• **Supplied records**:

════════════════════

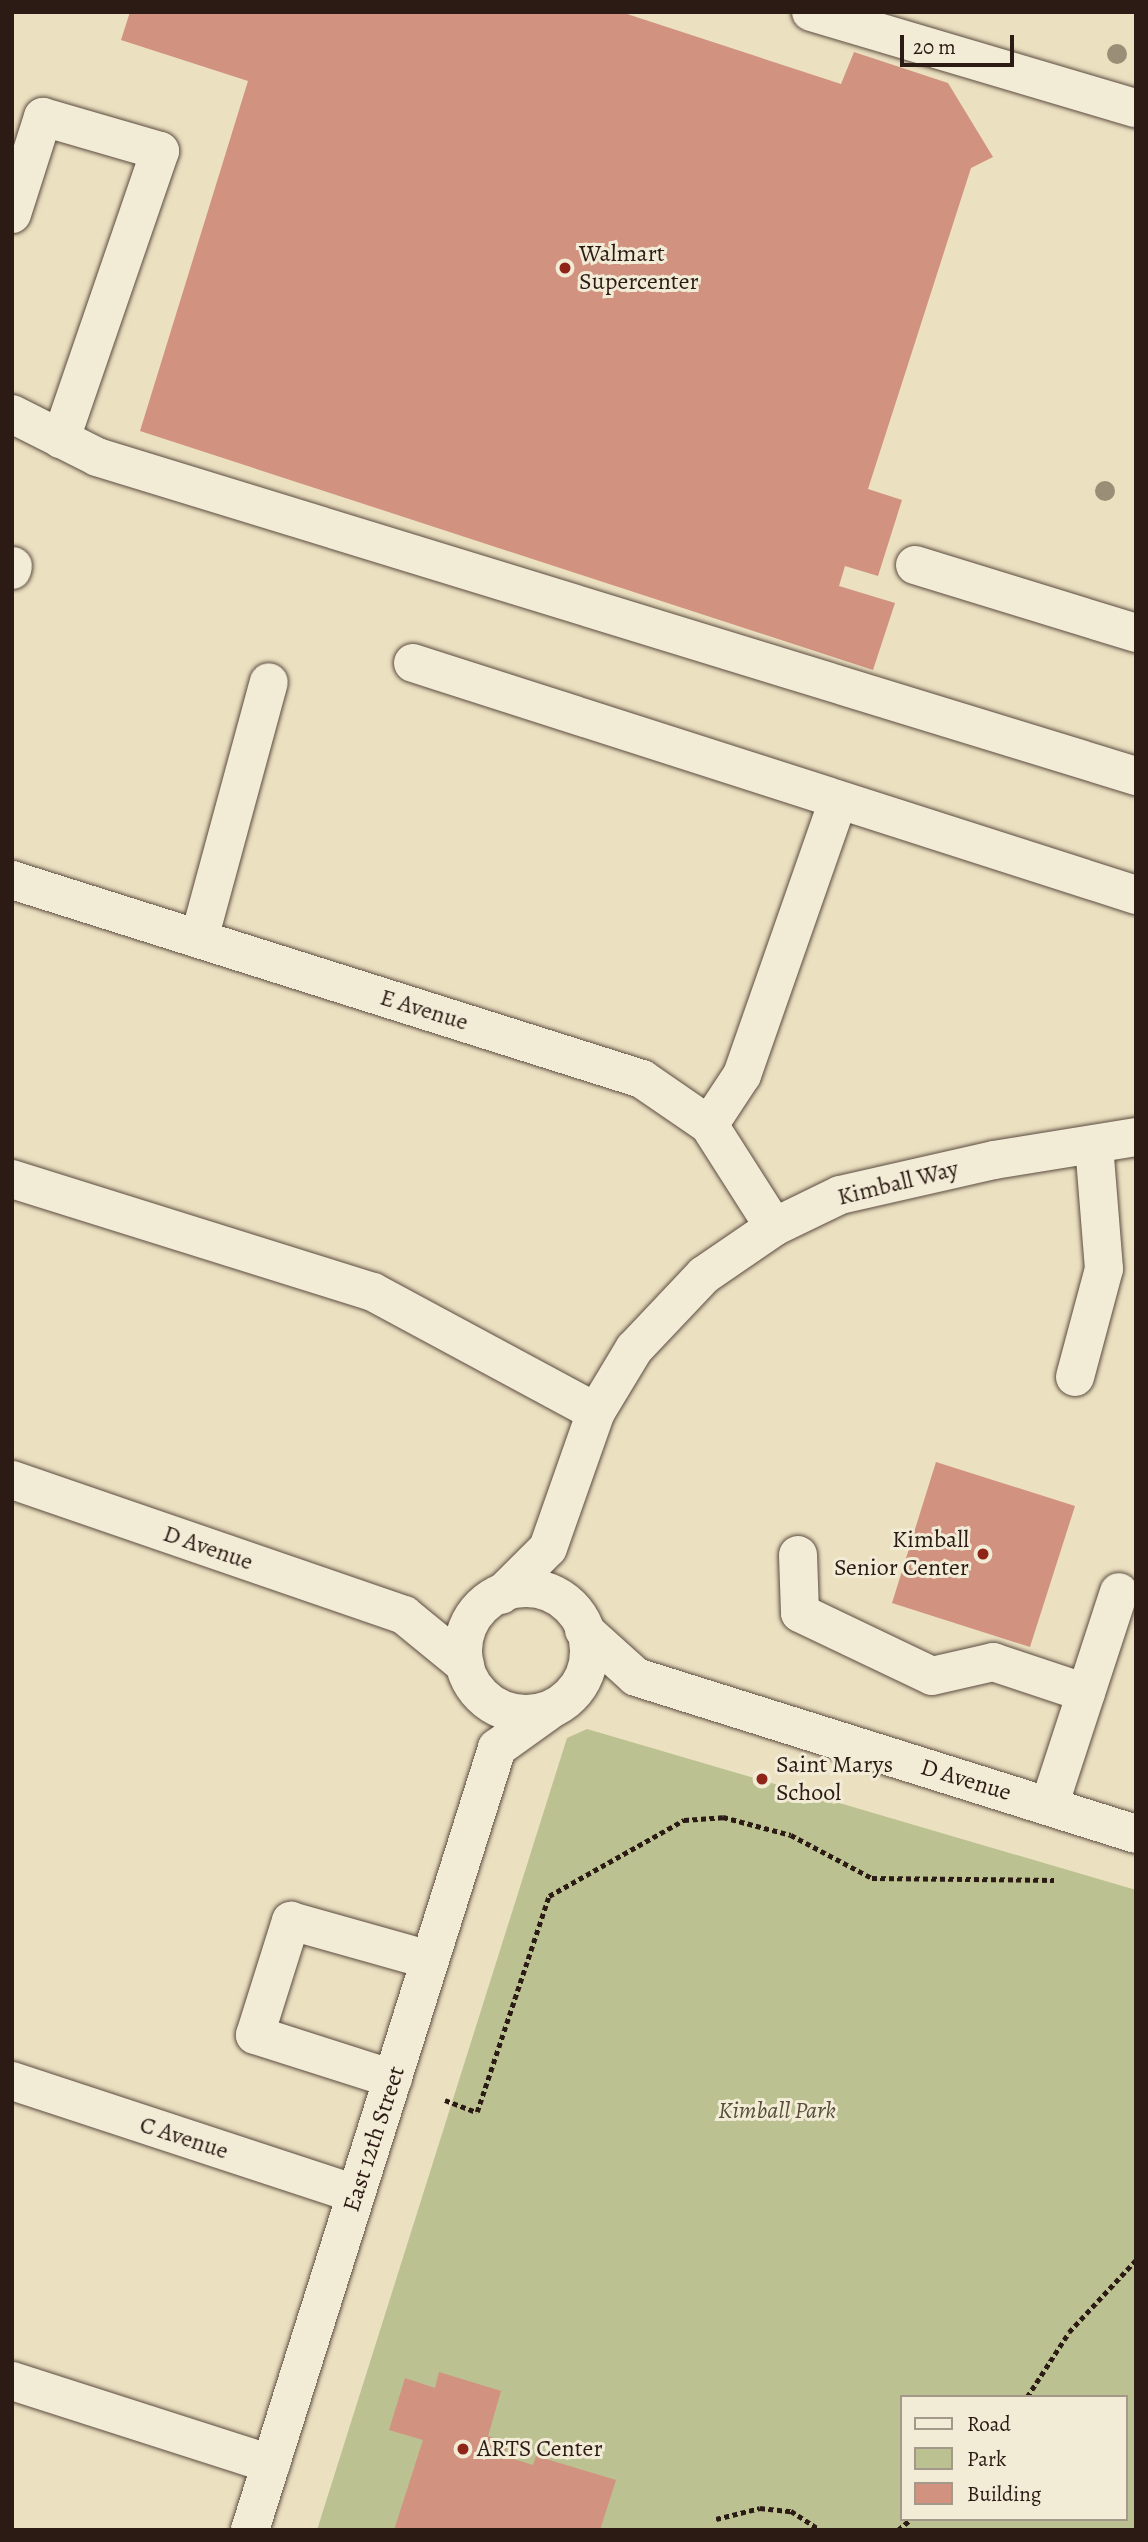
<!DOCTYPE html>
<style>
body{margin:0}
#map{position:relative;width:1148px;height:2542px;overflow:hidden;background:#ebe0c0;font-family:Alegreya,serif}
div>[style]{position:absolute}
.green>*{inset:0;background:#bbc190}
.building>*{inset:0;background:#d19280}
.path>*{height:4.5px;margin-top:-2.25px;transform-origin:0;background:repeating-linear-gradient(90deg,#2c1b15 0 5px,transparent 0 8.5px)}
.roads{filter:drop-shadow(0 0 2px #5c4c40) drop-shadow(0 0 2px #5c4c40)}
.minor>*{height:38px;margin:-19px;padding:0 19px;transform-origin:19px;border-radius:19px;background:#f2ebd6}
.minor>.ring{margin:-19px;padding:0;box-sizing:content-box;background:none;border:38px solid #f2ebd6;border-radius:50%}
.trees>*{width:20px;height:20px;margin:-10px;border-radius:50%;background:#9a8f76}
.dots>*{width:19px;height:19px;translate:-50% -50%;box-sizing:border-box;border:4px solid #f2ebd6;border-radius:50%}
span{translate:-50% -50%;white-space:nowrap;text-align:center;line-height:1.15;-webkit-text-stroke:6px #f2ebd6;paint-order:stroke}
.poi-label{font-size:24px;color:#2c1b15}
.left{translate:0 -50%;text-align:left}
.right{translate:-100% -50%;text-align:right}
.street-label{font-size:24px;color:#2c1b15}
.park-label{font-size:24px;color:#574d3a;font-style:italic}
.frame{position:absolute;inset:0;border:14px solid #2c1b15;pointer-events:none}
.legend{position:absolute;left:900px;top:2395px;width:228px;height:126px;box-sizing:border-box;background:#f2ebd6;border:2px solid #a39889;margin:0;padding:9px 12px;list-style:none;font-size:21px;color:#2c1b15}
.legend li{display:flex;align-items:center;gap:14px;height:35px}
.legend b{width:35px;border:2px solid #a39889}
.scale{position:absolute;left:900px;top:35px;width:114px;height:32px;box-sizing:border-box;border:4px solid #2c1b15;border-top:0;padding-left:9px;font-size:21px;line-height:24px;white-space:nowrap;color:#2c1b15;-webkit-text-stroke:5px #f2ebd6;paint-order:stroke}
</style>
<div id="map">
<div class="green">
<i style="clip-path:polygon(evenodd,587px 1729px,1136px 1890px,1136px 2530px,317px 2530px,567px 1738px,587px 1729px,901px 2397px,1125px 2397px,1125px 2519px,901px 2519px,901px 2397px)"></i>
</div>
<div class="building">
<i style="clip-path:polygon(130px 12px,621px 12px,841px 84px,854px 52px,948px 83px,993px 157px,971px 168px,868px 489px,902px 500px,878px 576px,845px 566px,839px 586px,895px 603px,873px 670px,140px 431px,248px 81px,121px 40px)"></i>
<i style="clip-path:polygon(936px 1462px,1075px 1506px,1030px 1647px,892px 1603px)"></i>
<i style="clip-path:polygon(439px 2372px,501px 2391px,488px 2436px,509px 2443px,504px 2456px,533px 2465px,536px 2456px,616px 2480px,600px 2530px,394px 2530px,423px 2440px,389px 2430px,405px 2378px,435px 2388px)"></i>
</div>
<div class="path">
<i style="left:445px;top:2100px;width:34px;rotate:21deg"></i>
<i style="left:477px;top:2112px;width:228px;rotate:-71.6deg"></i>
<i style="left:549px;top:1896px;width:155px;rotate:-29.4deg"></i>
<i style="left:684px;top:1820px;width:39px;rotate:-4deg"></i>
<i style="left:723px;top:1817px;width:70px;rotate:14.8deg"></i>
<i style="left:791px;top:1835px;width:92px;rotate:28deg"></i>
<i style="left:872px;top:1878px;width:182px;rotate:0.6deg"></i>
<i style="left:1027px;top:2397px;width:77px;rotate:-57.1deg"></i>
<i style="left:1069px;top:2332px;width:98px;rotate:-47.1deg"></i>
<i style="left:716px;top:2519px;width:45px;rotate:-14deg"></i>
<i style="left:760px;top:2508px;width:31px;rotate:6deg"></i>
<i style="left:791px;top:2511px;width:35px;rotate:33deg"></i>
<i style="left:898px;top:2530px;width:17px;rotate:-40deg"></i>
</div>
<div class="roads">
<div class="minor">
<i style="left:811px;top:12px;width:339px;rotate:16.5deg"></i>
<i style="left:12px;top:214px;width:102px;rotate:-72.3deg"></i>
<i style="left:43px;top:117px;width:122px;rotate:16.2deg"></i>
<i style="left:160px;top:151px;width:305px;rotate:109deg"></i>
<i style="left:12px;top:414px;width:95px;rotate:26.8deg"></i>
<i style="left:97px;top:457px;width:1087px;rotate:17.07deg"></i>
<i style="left:915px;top:565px;width:231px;rotate:17.1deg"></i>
<i style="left:12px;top:570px;width:4px;rotate:-76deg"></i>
<i style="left:413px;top:663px;width:759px;rotate:17.79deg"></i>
<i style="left:12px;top:880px;width:661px;rotate:17.53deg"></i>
<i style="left:642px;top:1079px;width:81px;rotate:34.5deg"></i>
<i style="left:709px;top:1125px;width:121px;rotate:57.5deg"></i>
<i style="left:199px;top:939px;width:266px;rotate:-74.8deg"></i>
<i style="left:709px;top:1125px;width:60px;rotate:-56.6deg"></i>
<i style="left:742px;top:1075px;width:290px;rotate:-70.7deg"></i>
<i style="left:12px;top:1179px;width:378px;rotate:17.4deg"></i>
<i style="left:373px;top:1292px;width:253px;rotate:28.3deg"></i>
<i style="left:1075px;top:1377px;width:112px;rotate:-75deg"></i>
<i style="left:1104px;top:1269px;width:125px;rotate:-94.6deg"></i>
<i style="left:12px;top:1480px;width:415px;rotate:19deg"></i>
<i style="left:404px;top:1615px;width:79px;rotate:39.3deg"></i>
<i style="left:798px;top:1555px;width:58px;rotate:88deg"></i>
<i style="left:800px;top:1613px;width:146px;rotate:25.5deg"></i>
<i style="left:932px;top:1676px;width:63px;rotate:-12.9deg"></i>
<i style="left:993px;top:1662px;width:98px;rotate:18.4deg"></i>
<i class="ring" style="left:463px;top:1588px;width:88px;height:88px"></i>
<i style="left:501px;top:1595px;width:66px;rotate:-45deg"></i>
<i style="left:548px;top:1548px;width:144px;rotate:-70.6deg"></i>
<i style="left:596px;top:1412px;width:74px;rotate:-58.9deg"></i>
<i style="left:634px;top:1349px;width:102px;rotate:-46.6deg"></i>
<i style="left:704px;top:1275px;width:85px;rotate:-34.4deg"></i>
<i style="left:774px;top:1227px;width:73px;rotate:-25.9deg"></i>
<i style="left:840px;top:1195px;width:158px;rotate:-12.8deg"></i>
<i style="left:994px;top:1160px;width:144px;rotate:-9.2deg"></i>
<i style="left:584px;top:1630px;width:70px;rotate:42.1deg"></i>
<i style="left:636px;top:1677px;width:524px;rotate:17.43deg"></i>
<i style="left:1049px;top:1806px;width:225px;rotate:-71.9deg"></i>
<i style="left:393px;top:2079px;width:145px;rotate:-162.3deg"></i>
<i style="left:255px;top:2035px;width:120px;rotate:-72.5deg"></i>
<i style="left:291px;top:1921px;width:144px;rotate:15.7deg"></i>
<i style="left:12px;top:2081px;width:362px;rotate:18.2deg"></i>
<i style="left:12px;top:2381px;width:272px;rotate:17.8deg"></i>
<i style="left:250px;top:2530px;width:820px;rotate:-72.47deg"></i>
<i style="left:497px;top:1748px;width:65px;rotate:-35.6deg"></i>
</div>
</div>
<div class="trees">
<i style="left:1117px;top:54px"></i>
<i style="left:1105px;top:491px"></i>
</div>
<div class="dots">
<i style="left:565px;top:268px;background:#8f2418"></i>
<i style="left:983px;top:1554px;background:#8f2418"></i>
<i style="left:762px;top:1779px;background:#8f2418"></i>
<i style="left:463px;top:2449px;background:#8f2418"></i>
</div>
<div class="poi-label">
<span class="left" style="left:579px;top:268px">Walmart<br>Supercenter</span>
<span class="right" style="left:969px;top:1554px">Kimball<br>Senior Center</span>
<span class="left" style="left:776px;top:1779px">Saint Marys<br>School</span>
<span class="left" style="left:477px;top:2449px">ARTS Center</span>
</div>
<div class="street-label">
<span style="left:424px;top:1010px;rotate:17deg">E Avenue</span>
<span style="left:898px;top:1183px;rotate:-14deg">Kimball Way</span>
<span style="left:208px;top:1548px;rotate:19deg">D Avenue</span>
<span style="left:966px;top:1780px;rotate:17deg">D Avenue</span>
<span style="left:184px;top:2138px;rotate:18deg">C Avenue</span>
<span style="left:374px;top:2139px;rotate:-72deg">East 12th Street</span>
</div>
<div class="park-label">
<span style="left:777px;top:2111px">Kimball Park</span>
</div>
<div class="frame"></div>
<ul class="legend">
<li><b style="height:9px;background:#f2ebd6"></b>Road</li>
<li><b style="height:19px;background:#bbc190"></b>Park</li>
<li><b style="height:19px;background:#d19280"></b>Building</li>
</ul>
<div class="scale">20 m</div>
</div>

════════════════════

Transcribe the opening line of the listing above, please, and every line after it through the line with "2px #5c4c40) drop-shadow(0", word for word, without pictures.

<!DOCTYPE html>
<style>
body{margin:0}
#map{position:relative;width:1148px;height:2542px;overflow:hidden;background:#ebe0c0;font-family:Alegreya,serif}
div>[style]{position:absolute}
.green>*{inset:0;background:#bbc190}
.building>*{inset:0;background:#d19280}
.path>*{height:4.5px;margin-top:-2.25px;transform-origin:0;background:repeating-linear-gradient(90deg,#2c1b15 0 5px,transparent 0 8.5px)}
.roads{filter:drop-shadow(0 0 2px #5c4c40) drop-shadow(0 0 2px #5c4c40)}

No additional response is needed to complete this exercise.